** TASK DATA **
________________________
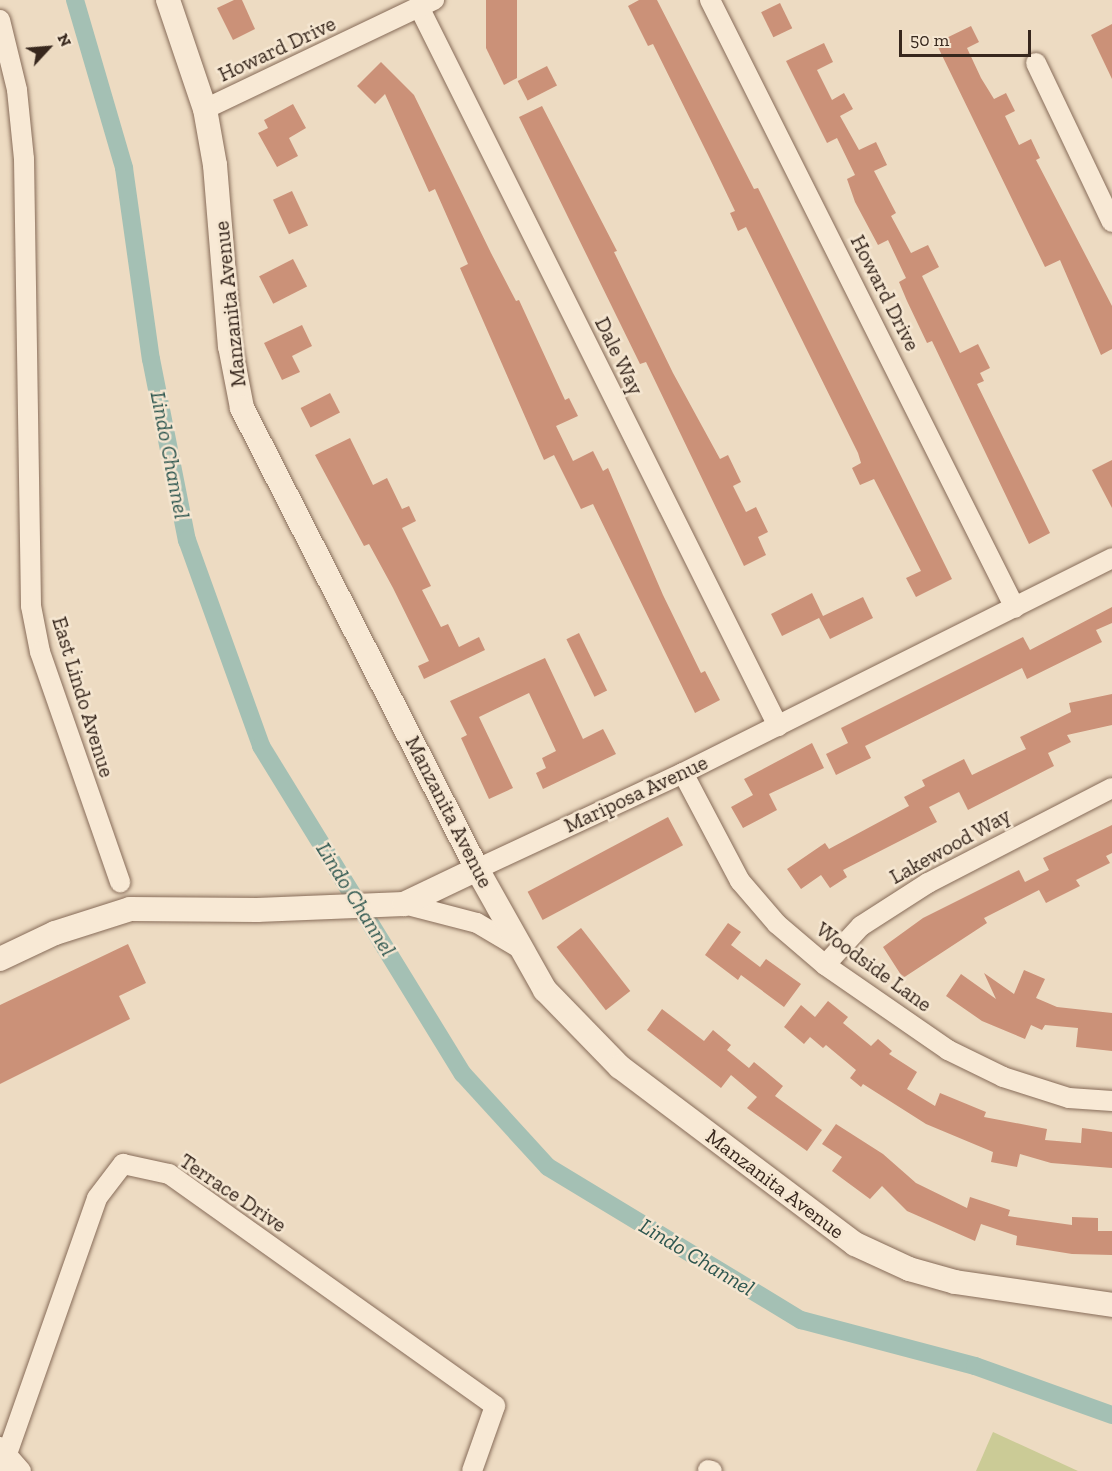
<!DOCTYPE html>
<style>
body{margin:0}
#map{position:relative;width:1112px;height:1471px;overflow:hidden;background:#eddbc2;font-family:"Zilla Slab",serif}
div>[style]{position:absolute}
[style*='--x']{left:calc(var(--x)*1px);top:calc(var(--y)*1px);width:calc(var(--w)*1px);rotate:calc(var(--a)*1deg)}
.green>*{inset:0;background:#cbcb96}
.canal>*{height:18px;margin:-9px;padding:0 9px;transform-origin:9px;border-radius:9px;background:#a4c0b4}
.building>*{inset:0;background:#cb9178;transform-origin:0 0}
.roads{filter:drop-shadow(0 0 2px #876c59) drop-shadow(0 0 2px #876c59)}
.minor>*{height:20px;margin:-10px;padding:0 10px;transform-origin:10px;border-radius:10px;background:#f8e9d5}
.tertiary>*{height:24px;margin:-12px;padding:0 12px;transform-origin:12px;border-radius:12px;background:#f8e9d5}
span{translate:-50% -50%;white-space:nowrap;text-align:center;line-height:1.15;-webkit-text-stroke:5px #f5e6d1;paint-order:stroke}
.street-label{font-size:21px;color:#37271d}
.water-label{font-size:22px;color:#2d564f;font-style:italic}
.north{position:absolute;left:18px;top:18px;width:60px;height:60px;-webkit-text-stroke:4px #f5e6d1;paint-order:stroke;rotate:64deg;font-size:16px;font-weight:700;line-height:24px;text-align:center;color:#37271d}
.north::after{content:'';display:block;margin:auto;width:21px;height:27px;background:#37271d;clip-path:polygon(50% 0,100% 100%,50% 72%,0 100%)}
.scale{position:absolute;left:899px;top:30px;width:132px;height:27px;box-sizing:border-box;border:3px solid #37271d;border-top:0;padding-left:8px;font-size:18px;line-height:21px;white-space:nowrap;color:#37271d;-webkit-text-stroke:4px #f5e6d1;paint-order:stroke}
</style>
<div id="map">
<div class="green">
<div style="clip-path:polygon(993px 1432px,1078px 1471px,976px 1471px)"></div>
</div>
<div class="canal">
<div style="--x:75;--y:0;--w:175;--a:73.7"></div>
<div style="--x:124;--y:168;--w:193;--a:82"></div>
<div style="--x:151;--y:359;--w:185;--a:78.8"></div>
<div style="--x:187;--y:540;--w:219;--a:70.2"></div>
<div style="--x:261;--y:746;--w:385;--a:58.4"></div>
<div style="--x:463;--y:1074;--w:126;--a:47.6"></div>
<div style="--x:548;--y:1167;--w:296;--a:31.2"></div>
<div style="--x:801;--y:1320;--w:180;--a:14.8"></div>
<div style="--x:975;--y:1366;--w:145;--a:19.7"></div>
</div>
<div class="building">
<div style="clip-path:polygon(234px 0,242px 0,255px 29px,233px 40px,217px 8px)"></div>
<div style="clip-path:polygon(486px 0,517px 0,517px 78px,504px 85px,486px 48px)"></div>
<div style="clip-path:polygon(639px 0,657px 0,754px 189px,758px 188px,952px 579px,916px 597px,906px 578px,921px 571px,874px 479px,860px 485px,852px 468px,861px 463px,858px 453px,746px 227px,738px 231px,730px 213px,735px 211px,709px 157px,653px 44px,648px 46px,628px 6px)"></div>
<div style="left:780px;top:3px;width:28px;height:21px;rotate:64deg"></div>
<div style="clip-path:polygon(1112px 24px,1112px 79px,1091px 35px)"></div>
<div style="clip-path:polygon(971px 26px,979px 42px,967px 48px,981px 78px,994px 99px,1006px 93px,1015px 111px,1005px 116px,1019px 145px,1031px 139px,1040px 158px,1036px 160px,1112px 306px,1112px 349px,1101px 355px,1060px 260px,1045px 267px,936px 43px)"></div>
<div style="clip-path:polygon(824px 43px,833px 62px,817px 70px,832px 100px,844px 93px,853px 109px,840px 116px,859px 150px,876px 142px,887px 165px,874px 171px,896px 213px,891px 216px,911px 253px,928px 245px,939px 267px,922px 276px,960px 353px,978px 344px,990px 368px,980px 373px,984px 381px,977px 384px,1050px 533px,1029px 544px,932px 341px,927px 343px,907px 301px,899px 282px,906px 278px,888px 240px,878px 245px,855px 202px,847px 179px,855px 175px,837px 138px,827px 143px,786px 61px)"></div>
<div style="clip-path:polygon(381px 62px,414px 95px,491px 253px,516px 301px,519px 300px,565px 400px,569px 398px,578px 416px,556px 426px,573px 461px,593px 451px,603px 471px,608px 468px,663px 595px,701px 673px,705px 671px,720px 700px,695px 713px,593px 504px,581px 509px,554px 455px,544px 460px,460px 268px,468px 264px,435px 189px,429px 192px,385px 94px,375px 104px,357px 86px)"></div>
<div style="left:547px;top:66px;width:22px;height:33px;rotate:63deg"></div>
<div style="clip-path:polygon(293px 104px,306px 128px,289px 138px,298px 156px,277px 167px,258px 133px,268px 128px,264px 120px)"></div>
<div style="clip-path:polygon(542px 106px,617px 251px,614px 252px,673px 373px,720px 459px,728px 455px,741px 482px,733px 486px,746px 512px,756px 507px,768px 532px,758px 537px,766px 555px,744px 566px,646px 362px,640px 364px,519px 117px)"></div>
<div style="left:292px;top:191px;width:38px;height:21px;rotate:65deg"></div>
<div style="left:293px;top:259px;width:31px;height:38px;rotate:63deg"></div>
<div style="clip-path:polygon(302px 325px,312px 346px,292px 356px,300px 372px,282px 380px,264px 343px)"></div>
<div style="left:330px;top:393px;width:22px;height:33px;rotate:63deg"></div>
<div style="clip-path:polygon(350px 438px,373px 485px,387px 478px,402px 509px,409px 506px,416px 521px,402px 528px,431px 586px,422px 590px,441px 627px,448px 624px,459px 647px,479px 637px,485px 650px,424px 679px,418px 666px,429px 661px,393px 588px,369px 544px,364px 546px,315px 455px)"></div>
<div style="clip-path:polygon(1112px 460px,1112px 508px,1092px 470px)"></div>
<div style="clip-path:polygon(812px 593px,823px 616px,863px 597px,873px 618px,830px 639px,819px 618px,782px 636px,771px 614px)"></div>
<div style="clip-path:polygon(1112px 607px,1112px 623px,1096px 630px,1102px 642px,1027px 679px,1022px 668px,865px 746px,871px 758px,836px 775px,826px 754px,848px 743px,841px 728px,1023px 637px,1030px 650px)"></div>
<div style="left:579px;top:633px;width:64px;height:14px;rotate:64deg"></div>
<div style="clip-path:polygon(545px 658px,583px 739px,603px 729px,616px 754px,543px 789px,536px 773px,546px 768px,542px 758px,556px 751px,529px 693px,479px 717px,513px 788px,489px 799px,461px 738px,467px 735px,450px 701px)"></div>
<div style="clip-path:polygon(1112px 694px,1112px 725px,1067px 735px,1071px 742px,1048px 753px,1054px 766px,968px 810px,959px 792px,929px 807px,937px 822px,843px 870px,847px 877px,830px 888px,821px 875px,801px 889px,787px 869px,825px 843px,829px 849px,909px 806px,904px 797px,925px 786px,922px 780px,964px 759px,972px 775px,1026px 749px,1020px 737px,1071px 712px,1069px 703px)"></div>
<div style="clip-path:polygon(812px 743px,824px 768px,769px 794px,777px 810px,743px 828px,731px 807px,753px 795px,744px 779px)"></div>
<div style="left:668px;top:817px;width:32px;height:159px;rotate:62deg"></div>
<div style="clip-path:polygon(1112px 825px,1112px 853px,1106px 856px,1110px 863px,1076px 880px,1080px 886px,1046px 903px,1039px 890px,984px 918px,987px 923px,903px 978px,883px 947px,923px 918px,1019px 870px,1025px 882px,1049px 870px,1043px 858px)"></div>
<div style="clip-path:polygon(728px 923px,741px 932px,731px 945px,760px 967px,766px 959px,801px 984px,784px 1007px,741px 975px,738px 980px,705px 955px)"></div>
<div style="left:581px;top:928px;width:80px;height:31px;rotate:52deg"></div>
<div style="clip-path:polygon(128px 944px,146px 983px,119px 996px,130px 1019px,0 1084px,0 1005px)"></div>
<div style="clip-path:polygon(1024px 970px,1045px 979px,1036px 998px,1057px 1007px,1112px 1013px,1112px 1051px,1076px 1047px,1078px 1028px,1045px 1025px,1042px 1030px,1031px 1025px,1025px 1039px,982px 1021px,946px 996px,961px 974px,996px 999px,984px 973px,1014px 994px)"></div>
<div style="clip-path:polygon(828px 1001px,848px 1017px,843px 1023px,871px 1046px,878px 1039px,892px 1051px,889px 1054px,917px 1072px,907px 1089px,935px 1106px,940px 1093px,986px 1112px,984px 1117px,1047px 1129px,1045px 1140px,1081px 1143px,1082px 1128px,1112px 1132px,1112px 1168px,1051px 1163px,1020px 1154px,1017px 1167px,991px 1162px,993px 1152px,926px 1124px,863px 1084px,861px 1087px,850px 1078px,856px 1070px,826px 1045px,823px 1048px,810px 1037px,804px 1044px,784px 1027px,801px 1005px,815px 1017px)"></div>
<div style="clip-path:polygon(662px 1009px,704px 1041px,713px 1030px,731px 1045px,727px 1050px,749px 1068px,754px 1062px,783px 1086px,775px 1096px,822px 1130px,807px 1151px,747px 1108px,757px 1097px,731px 1075px,721px 1088px,647px 1030px)"></div>
<div style="clip-path:polygon(836px 1124px,883px 1154px,916px 1183px,967px 1208px,970px 1197px,1010px 1210px,1008px 1216px,1072px 1225px,1072px 1217px,1098px 1218px,1098px 1231px,1112px 1231px,1112px 1255px,1072px 1254px,1016px 1245px,1017px 1236px,981px 1224px,975px 1241px,907px 1211px,882px 1186px,870px 1199px,832px 1171px,842px 1157px,822px 1144px)"></div>
</div>
<div class="roads">
<div class="minor">
<div style="--x:710;--y:0;--w:680;--a:63.36"></div>
<div style="--x:419;--y:7;--w:804;--a:63.47"></div>
<div style="--x:0;--y:20;--w:72;--a:76.3"></div>
<div style="--x:17;--y:90;--w:69;--a:84.2"></div>
<div style="--x:24;--y:159;--w:447;--a:89.1"></div>
<div style="--x:31;--y:606;--w:47;--a:78.9"></div>
<div style="--x:40;--y:652;--w:244;--a:70.8"></div>
<div style="--x:1036;--y:63;--w:176;--a:64.5"></div>
<div style="--x:205;--y:109;--w:254;--a:-25.5"></div>
<div style="--x:683;--y:773;--w:122;--a:62.2"></div>
<div style="--x:740;--y:881;--w:57;--a:49.3"></div>
<div style="--x:777;--y:924;--w:63;--a:40.5"></div>
<div style="--x:825;--y:965;--w:150;--a:34.6"></div>
<div style="--x:948;--y:1050;--w:61;--a:26.1"></div>
<div style="--x:1003;--y:1077;--w:69;--a:17.7"></div>
<div style="--x:1069;--y:1098;--w:43;--a:4"></div>
<div style="--x:477;--y:869;--w:227;--a:-25"></div>
<div style="--x:683;--y:773;--w:480;--a:-26.6"></div>
<div style="--x:404;--y:904;--w:75;--a:14.6"></div>
<div style="--x:477;--y:923;--w:51;--a:30.6"></div>
<div style="--x:825;--y:965;--w:53;--a:-47.3"></div>
<div style="--x:861;--y:926;--w:80;--a:-32.7"></div>
<div style="--x:928;--y:883;--w:207;--a:-27.3"></div>
<div style="--x:0;--y:1447;--w:32;--a:49"></div>
<div style="--x:708;--y:1470;--w:4;--a:14"></div>
<div style="--x:1;--y:1471;--w:289;--a:-70.6"></div>
<div style="--x:97;--y:1198;--w:43;--a:-52.6"></div>
<div style="--x:123;--y:1164;--w:47;--a:12.3"></div>
<div style="--x:169;--y:1174;--w:400;--a:35.4"></div>
<div style="--x:495;--y:1406;--w:69;--a:109.5"></div>
</div>
<div class="tertiary">
<div style="--x:168;--y:0;--w:115;--a:71.3"></div>
<div style="--x:205;--y:109;--w:57;--a:79.9"></div>
<div style="--x:215;--y:165;--w:182;--a:85.3"></div>
<div style="--x:230;--y:346;--w:63;--a:79"></div>
<div style="--x:242;--y:408;--w:517;--a:62.99"></div>
<div style="--x:477;--y:869;--w:139;--a:60.7"></div>
<div style="--x:545;--y:990;--w:107;--a:45.8"></div>
<div style="--x:620;--y:1067;--w:294;--a:37"></div>
<div style="--x:855;--y:1244;--w:60;--a:24.8"></div>
<div style="--x:909;--y:1269;--w:48;--a:15.8"></div>
<div style="--x:955;--y:1282;--w:159;--a:8.3"></div>
<div style="--x:0;--y:959;--w:61;--a:-25.3"></div>
<div style="--x:55;--y:933;--w:79;--a:-17.7"></div>
<div style="--x:130;--y:909;--w:127;--a:0.5"></div>
<div style="--x:257;--y:910;--w:147;--a:-2.3"></div>
<div style="--x:404;--y:904;--w:81;--a:-25.6"></div>
</div>
</div>
<div class="street-label">
<span style="left:277px;top:49px;rotate:-25deg">Howard Drive</span>
<span style="left:885px;top:293px;rotate:63deg">Howard Drive</span>
<span style="left:230px;top:304px;rotate:-96deg">Manzanita Avenue</span>
<span style="left:619px;top:356px;rotate:64deg">Dale Way</span>
<span style="left:83px;top:697px;rotate:73deg">East Lindo Avenue</span>
<span style="left:636px;top:794px;rotate:-25deg">Mariposa Avenue</span>
<span style="left:449px;top:812px;rotate:63deg">Manzanita Avenue</span>
<span style="left:950px;top:846px;rotate:-29deg">Lakewood Way</span>
<span style="left:874px;top:967px;rotate:36deg">Woodside Lane</span>
<span style="left:775px;top:1184px;rotate:37deg">Manzanita Avenue</span>
<span style="left:233px;top:1193px;rotate:34deg">Terrace Drive</span>
</div>
<div class="water-label">
<span style="left:170px;top:455px;rotate:79deg">Lindo Channel</span>
<span style="left:356px;top:899px;rotate:58deg">Lindo Channel</span>
<span style="left:697px;top:1257px;rotate:31deg">Lindo Channel</span>
</div>
<div class="north">N</div>
<div class="scale">50 m</div>
</div>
________________________
** PROBLEM DESCRIPTION **
Return all lines of the material above in which the word "space" occurs.

** OUTPUT BELOW **
span{translate:-50% -50%;white-space:nowrap;text-align:center;line-height:1.15;-webkit-text-stroke:5px #f5e6d1;paint-order:stroke}
.scale{position:absolute;left:899px;top:30px;width:132px;height:27px;box-sizing:border-box;border:3px solid #37271d;border-top:0;padding-left:8px;font-size:18px;line-height:21px;white-space:nowrap;color:#37271d;-webkit-text-stroke:4px #f5e6d1;paint-order:stroke}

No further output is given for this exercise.